The formula for the volume of the cone is:

$V=\frac {1}{3}\times \pi\times r^2\times h$

Where V denotes the cone's volume

r indicates the radius

h signifies the height

The ratio of radius to height remains consistent throughout the cone.

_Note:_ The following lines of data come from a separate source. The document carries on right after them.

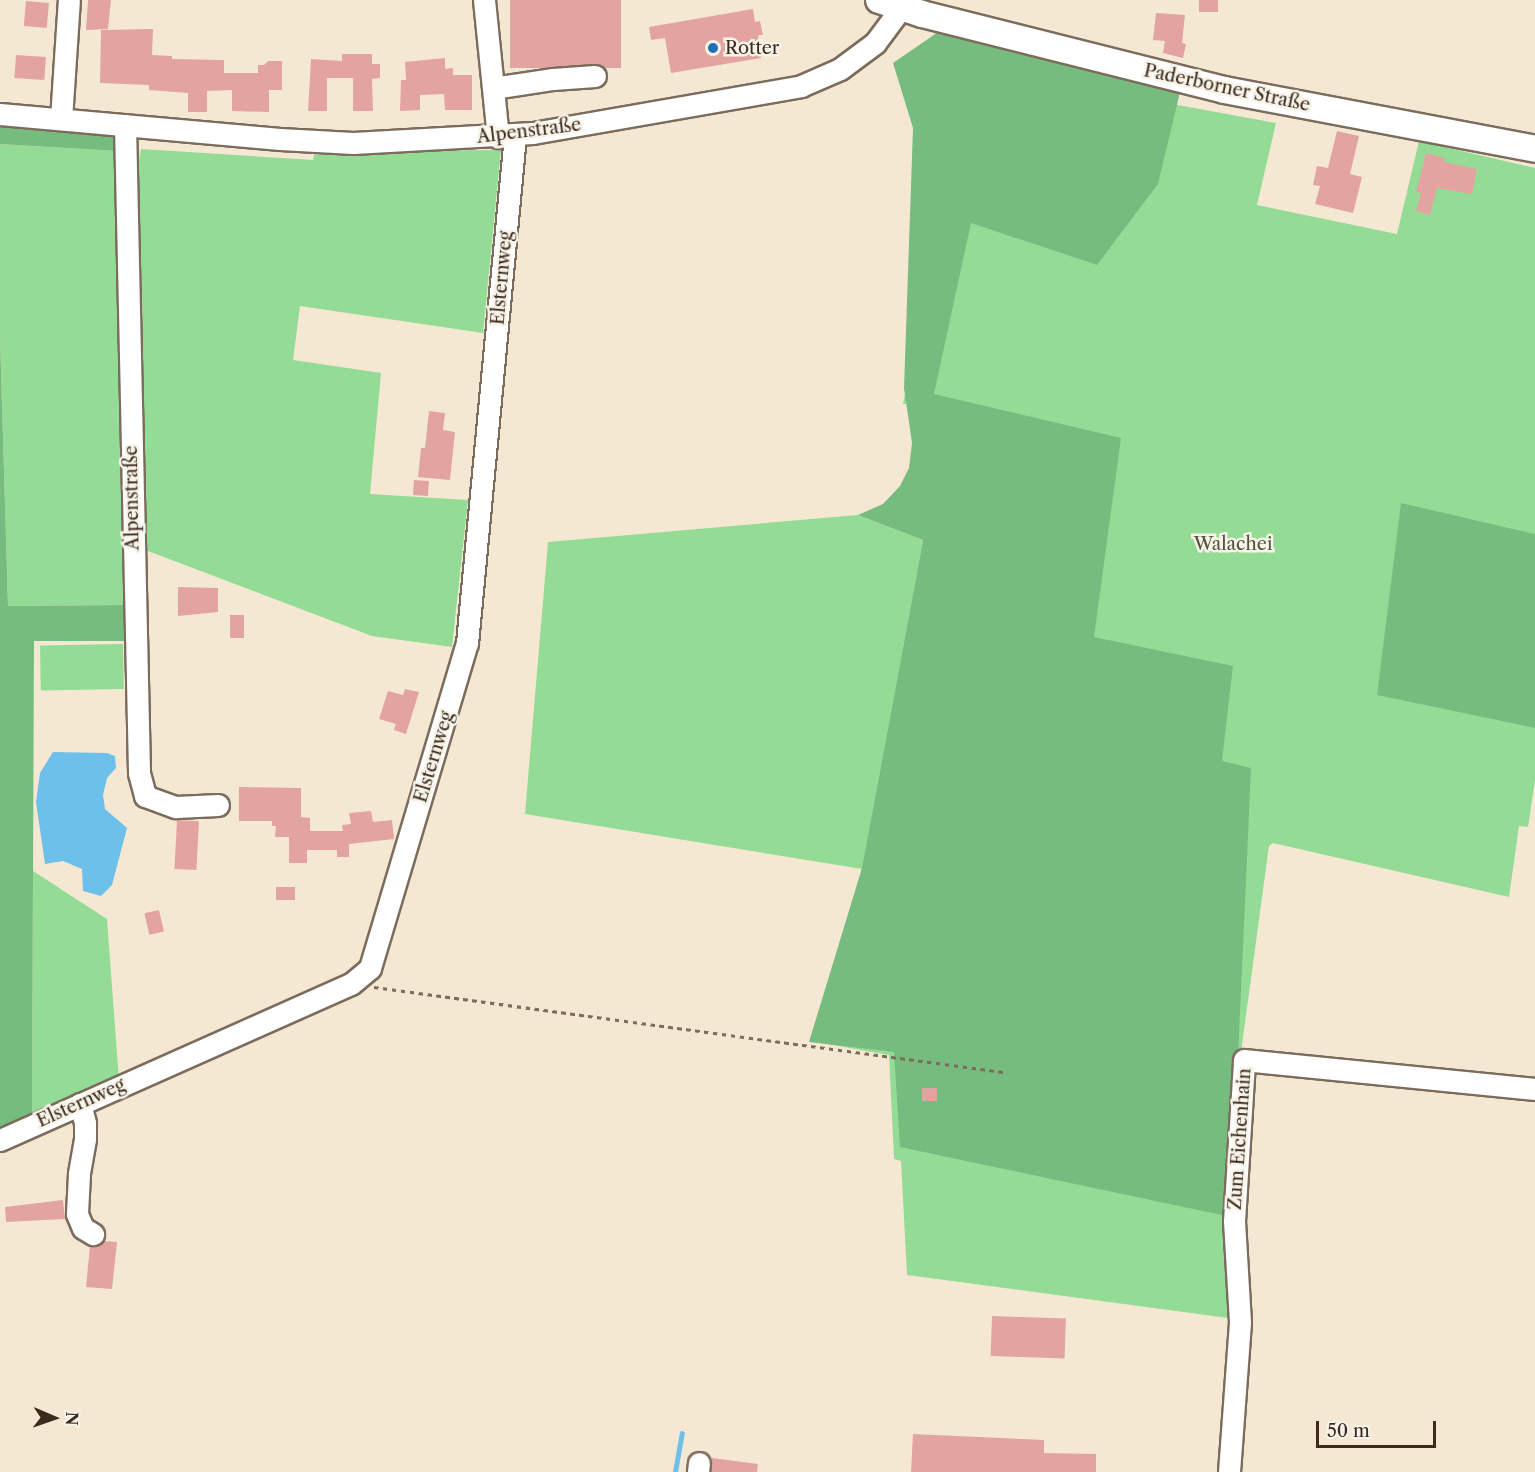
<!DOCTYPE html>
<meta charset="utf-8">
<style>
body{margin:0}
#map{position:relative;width:1535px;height:1472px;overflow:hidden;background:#f5e8d3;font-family:"Libre Caslon Text",serif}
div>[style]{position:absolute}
.green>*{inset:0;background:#94dc96;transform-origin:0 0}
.forest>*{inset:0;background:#77bc7f}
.water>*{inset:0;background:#6dc0e9}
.stream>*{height:4.5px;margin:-2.25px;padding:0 2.25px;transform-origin:2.25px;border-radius:2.25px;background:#6dc0e9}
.building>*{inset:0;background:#e3a4a1;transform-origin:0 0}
.path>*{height:3px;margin-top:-1.5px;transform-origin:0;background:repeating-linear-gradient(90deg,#7c6c5d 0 4.5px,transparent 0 9px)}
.roads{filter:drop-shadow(2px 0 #7c6c5d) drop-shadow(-2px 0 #7c6c5d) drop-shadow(0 2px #7c6c5d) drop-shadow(0 -2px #7c6c5d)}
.minor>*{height:21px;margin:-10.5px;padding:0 10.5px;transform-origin:10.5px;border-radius:10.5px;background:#fff}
.major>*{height:26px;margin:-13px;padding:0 13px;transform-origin:13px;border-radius:13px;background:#fff}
.dots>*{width:16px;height:16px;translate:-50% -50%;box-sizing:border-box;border:3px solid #f7f3e8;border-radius:50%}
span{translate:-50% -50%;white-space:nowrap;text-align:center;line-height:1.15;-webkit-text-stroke:5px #f7f3e8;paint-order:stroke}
.poi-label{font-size:18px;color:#3b2a1e}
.left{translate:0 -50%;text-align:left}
.street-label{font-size:18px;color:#3b2a1e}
.park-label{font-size:18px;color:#51563c}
.north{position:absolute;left:24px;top:1388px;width:60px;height:60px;-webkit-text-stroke:4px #f7f3e8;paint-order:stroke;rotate:92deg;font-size:16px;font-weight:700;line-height:24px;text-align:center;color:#3b2a1e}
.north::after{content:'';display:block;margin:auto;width:21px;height:27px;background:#3b2a1e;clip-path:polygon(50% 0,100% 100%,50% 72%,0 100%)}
.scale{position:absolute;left:1316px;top:1421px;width:120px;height:27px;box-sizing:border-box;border:3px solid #3b2a1e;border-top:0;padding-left:8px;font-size:18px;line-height:21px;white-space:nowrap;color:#3b2a1e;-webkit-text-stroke:4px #f7f3e8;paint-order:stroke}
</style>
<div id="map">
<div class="green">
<i style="clip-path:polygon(968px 76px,1128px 96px,1276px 123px,1257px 205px,1397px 234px,1419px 141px,1535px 168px,1535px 780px,1528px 827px,1519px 826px,1509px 897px,1273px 843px,1269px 846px,1236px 1089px,1171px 1204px,1226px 1216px,1228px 1318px,907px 1275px,901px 1161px,894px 1159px,889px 1055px,816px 1042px,862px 869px,525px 814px,548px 542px,858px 515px,923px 540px,864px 858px,952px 404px,903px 404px)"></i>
<i style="clip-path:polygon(0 144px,117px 151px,125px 605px,8px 606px,0 336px)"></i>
<i style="clip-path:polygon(141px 149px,313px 160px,315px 151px,501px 150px,483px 333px,300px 306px,293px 360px,381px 373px,370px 494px,468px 500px,452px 647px,372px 636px,140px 548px,133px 192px)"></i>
<i style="left:123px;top:644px;width:45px;height:83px;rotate:89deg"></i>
<i style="clip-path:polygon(33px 871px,107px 919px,119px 1081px,32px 1119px)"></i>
</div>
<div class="forest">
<i style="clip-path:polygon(938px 32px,1180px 92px,1158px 184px,1097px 265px,971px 223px,934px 394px,1121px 438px,1094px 637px,1233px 666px,1222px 761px,1251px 768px,1238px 1058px,1226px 1216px,900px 1147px,894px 1052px,809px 1042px,862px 868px,923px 540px,858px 515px,883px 504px,900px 486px,909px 468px,912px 443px,904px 388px,913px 128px,893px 63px)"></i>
<i style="clip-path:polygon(0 123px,51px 126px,71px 132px,115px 136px,117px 151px,0 144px)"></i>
<i style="clip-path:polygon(0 336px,8px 606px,125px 605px,126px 641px,34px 641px,32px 1119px,0 1133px)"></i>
<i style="clip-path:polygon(1401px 503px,1535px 534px,1535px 728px,1377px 695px)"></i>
</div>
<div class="water">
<i style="clip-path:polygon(53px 752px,107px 753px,115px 756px,116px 768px,107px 778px,103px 795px,105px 809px,127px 828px,112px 885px,101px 896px,83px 891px,82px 869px,63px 861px,45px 864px,36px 802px,40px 773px)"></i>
</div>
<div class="stream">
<i style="left:675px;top:1472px;width:39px;rotate:-80deg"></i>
</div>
<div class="building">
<i style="clip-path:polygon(88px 0,111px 0,108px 29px,86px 30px)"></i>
<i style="left:510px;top:0;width:111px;height:68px"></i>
<i style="left:1199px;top:0;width:19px;height:12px"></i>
<i style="left:26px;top:1px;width:23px;height:25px;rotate:5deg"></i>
<i style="clip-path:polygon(753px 9px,755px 22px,760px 21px,763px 35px,758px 35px,761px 58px,671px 73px,665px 38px,651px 40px,649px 27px)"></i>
<i style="clip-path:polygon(1156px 13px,1185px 15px,1182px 43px,1186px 44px,1183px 58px,1163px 53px,1165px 41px,1153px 40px)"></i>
<i style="clip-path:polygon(153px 29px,152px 55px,172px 56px,172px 59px,224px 60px,224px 73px,258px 73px,258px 65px,264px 65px,268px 61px,282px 61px,282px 90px,269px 90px,269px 112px,232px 111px,232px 90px,207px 91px,207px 112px,188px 112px,188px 93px,149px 90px,149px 85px,100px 83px,101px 30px)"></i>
<i style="clip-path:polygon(342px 54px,372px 54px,372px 64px,380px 64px,380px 78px,372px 79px,373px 111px,353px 111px,353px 78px,327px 78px,327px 111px,308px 111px,311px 59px,342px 61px)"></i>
<i style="left:16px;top:55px;width:30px;height:23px;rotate:4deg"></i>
<i style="clip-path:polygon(445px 58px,445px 69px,453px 68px,453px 75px,472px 75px,472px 110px,445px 110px,444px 94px,420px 95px,420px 110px,400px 111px,401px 80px,406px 80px,405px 62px)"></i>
<i style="clip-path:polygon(1337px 131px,1359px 136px,1350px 174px,1362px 177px,1353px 213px,1315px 204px,1320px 186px,1313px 185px,1317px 166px,1328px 168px)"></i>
<i style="clip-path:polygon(1426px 153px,1445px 158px,1444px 162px,1477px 169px,1472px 194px,1437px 188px,1430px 215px,1416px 211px,1421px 193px,1416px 192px)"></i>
<i style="clip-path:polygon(429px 411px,445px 413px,443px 430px,455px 432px,450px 480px,418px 477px,421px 448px,425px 448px)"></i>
<i style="left:414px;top:480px;width:15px;height:15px;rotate:4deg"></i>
<i style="clip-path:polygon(178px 587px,218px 588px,218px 612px,178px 616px)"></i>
<i style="left:230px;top:615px;width:14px;height:23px"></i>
<i style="clip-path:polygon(405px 689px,419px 692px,406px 734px,394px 730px,396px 724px,379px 719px,388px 691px,403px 695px)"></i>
<i style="clip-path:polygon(239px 787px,301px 788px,301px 817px,310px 818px,310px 831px,343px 831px,342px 825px,351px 824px,349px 813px,371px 811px,373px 822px,392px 820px,394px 839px,349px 844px,349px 857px,337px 857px,337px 850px,307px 850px,307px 863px,289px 863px,289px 837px,275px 837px,276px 826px,272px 826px,272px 821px,239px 821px)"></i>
<i style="left:177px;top:820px;width:22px;height:49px;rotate:3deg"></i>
<i style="left:276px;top:887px;width:19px;height:13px"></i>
<i style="left:159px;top:910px;width:22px;height:15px;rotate:77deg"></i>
<i style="left:922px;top:1088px;width:15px;height:13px"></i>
<i style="clip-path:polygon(63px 1200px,65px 1219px,6px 1222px,5px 1207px)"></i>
<i style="clip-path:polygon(104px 1241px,117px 1242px,112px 1289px,86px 1287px,90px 1246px,99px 1245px)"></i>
<i style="left:992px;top:1316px;width:74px;height:40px;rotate:2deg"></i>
<i style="clip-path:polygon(913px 1434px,1044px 1440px,1044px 1453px,1096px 1454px,1096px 1472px,911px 1472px)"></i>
<i style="clip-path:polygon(712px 1458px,758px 1464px,757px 1472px,711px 1472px)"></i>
</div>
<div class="path">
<i style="left:374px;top:987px;width:635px;rotate:7.7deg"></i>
</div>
<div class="roads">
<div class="minor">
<i style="left:484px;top:0;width:138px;rotate:84.2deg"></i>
<i style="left:493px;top:88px;width:61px;rotate:-8.5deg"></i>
<i style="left:553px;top:79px;width:42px;rotate:-4.1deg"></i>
<i style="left:0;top:114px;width:281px;rotate:5.1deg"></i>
<i style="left:280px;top:139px;width:73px;rotate:3.1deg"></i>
<i style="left:353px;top:143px;width:180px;rotate:-3.2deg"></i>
<i style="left:533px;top:133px;width:272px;rotate:-9.9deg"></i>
<i style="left:801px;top:86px;width:43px;rotate:-23.6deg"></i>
<i style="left:840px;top:69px;width:44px;rotate:-36.6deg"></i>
<i style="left:875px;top:43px;width:44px;rotate:-53.4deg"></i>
<i style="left:61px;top:119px;width:119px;rotate:-86.2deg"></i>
<i style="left:125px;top:125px;width:648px;rotate:88.76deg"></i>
<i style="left:139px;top:773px;width:24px;rotate:75deg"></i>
<i style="left:145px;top:796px;width:33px;rotate:20deg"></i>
<i style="left:176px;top:807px;width:42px;rotate:-2.7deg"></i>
<i style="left:80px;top:1104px;width:20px;rotate:75deg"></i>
<i style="left:85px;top:1123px;width:16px;rotate:90deg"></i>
<i style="left:85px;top:1139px;width:36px;rotate:100deg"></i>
<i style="left:79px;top:1174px;width:40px;rotate:92.9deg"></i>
<i style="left:77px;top:1214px;width:15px;rotate:67deg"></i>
<i style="left:83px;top:1228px;width:12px;rotate:31deg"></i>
<i style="left:0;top:1140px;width:384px;rotate:-24deg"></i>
<i style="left:351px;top:984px;width:25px;rotate:-40deg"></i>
<i style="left:370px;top:968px;width:339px;rotate:-73.4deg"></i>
<i style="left:467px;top:643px;width:510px;rotate:-84.6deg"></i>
<i style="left:698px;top:1472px;width:9px;rotate:-84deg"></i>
<i style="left:1229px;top:1472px;width:150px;rotate:-85.8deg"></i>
<i style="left:1240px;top:1322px;width:101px;rotate:-93.4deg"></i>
<i style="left:1234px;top:1221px;width:161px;rotate:-86.4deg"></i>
<i style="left:1244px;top:1060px;width:292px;rotate:5.7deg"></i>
</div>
<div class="major">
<i style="left:879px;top:0;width:45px;rotate:18deg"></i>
<i style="left:922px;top:14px;width:311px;rotate:14.1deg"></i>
<i style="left:1224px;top:90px;width:317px;rotate:10.7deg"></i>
</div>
</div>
<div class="dots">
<i style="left:713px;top:48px;background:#1f6fb2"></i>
</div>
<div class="poi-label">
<span class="left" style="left:725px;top:48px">Rotter</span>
</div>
<div class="street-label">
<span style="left:1227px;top:88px;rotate:12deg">Paderborner Straße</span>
<span style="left:529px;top:131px;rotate:-7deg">Alpenstraße</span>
<span style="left:502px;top:278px;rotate:-85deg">Elsternweg</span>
<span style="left:132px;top:498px;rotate:-91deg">Alpenstraße</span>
<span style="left:434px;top:757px;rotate:-73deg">Elsternweg</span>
<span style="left:81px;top:1103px;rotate:-24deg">Elsternweg</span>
<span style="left:1240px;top:1139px;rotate:-86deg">Zum Eichenhain</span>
</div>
<div class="park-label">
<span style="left:1233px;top:544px">Walachei</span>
</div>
<div class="north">N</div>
<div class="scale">50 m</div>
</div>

Thus, we have r = d / 2 = 10 / 2 cm = 5 cm

h is 13 cm

Consequently, r / h = 5 / 13

r = {5 / 13} h

$V=\frac {1}{3}\times \frac {22}{7}\times ({{{\frac {5}{13}\times h}}})^2\times h$

$V=\frac {550}{3549}\times h^3$

Additionally, we differentiate the volume expression in relation to time:

$\frac {dV}{dt}=\frac {550}{3549}\times 3\times h^2\times \frac {dh}{dt}$

Given that $\frac {dV}{dt}$ = -4 cm³/sec (the negative sign indicates outflow)

h equals 10 cm

Hence,

$-4=\frac{550}{3549}\times 3\times {10}^2\times \frac {dh}{dt}$

$\frac{55000}{1183}\times \frac {dh}{dt}=-4$

$\frac {dh}{dt}=-0.08603\ cm/s$

The rate at which the root beer level is decreasing is 0.08603 cm/s.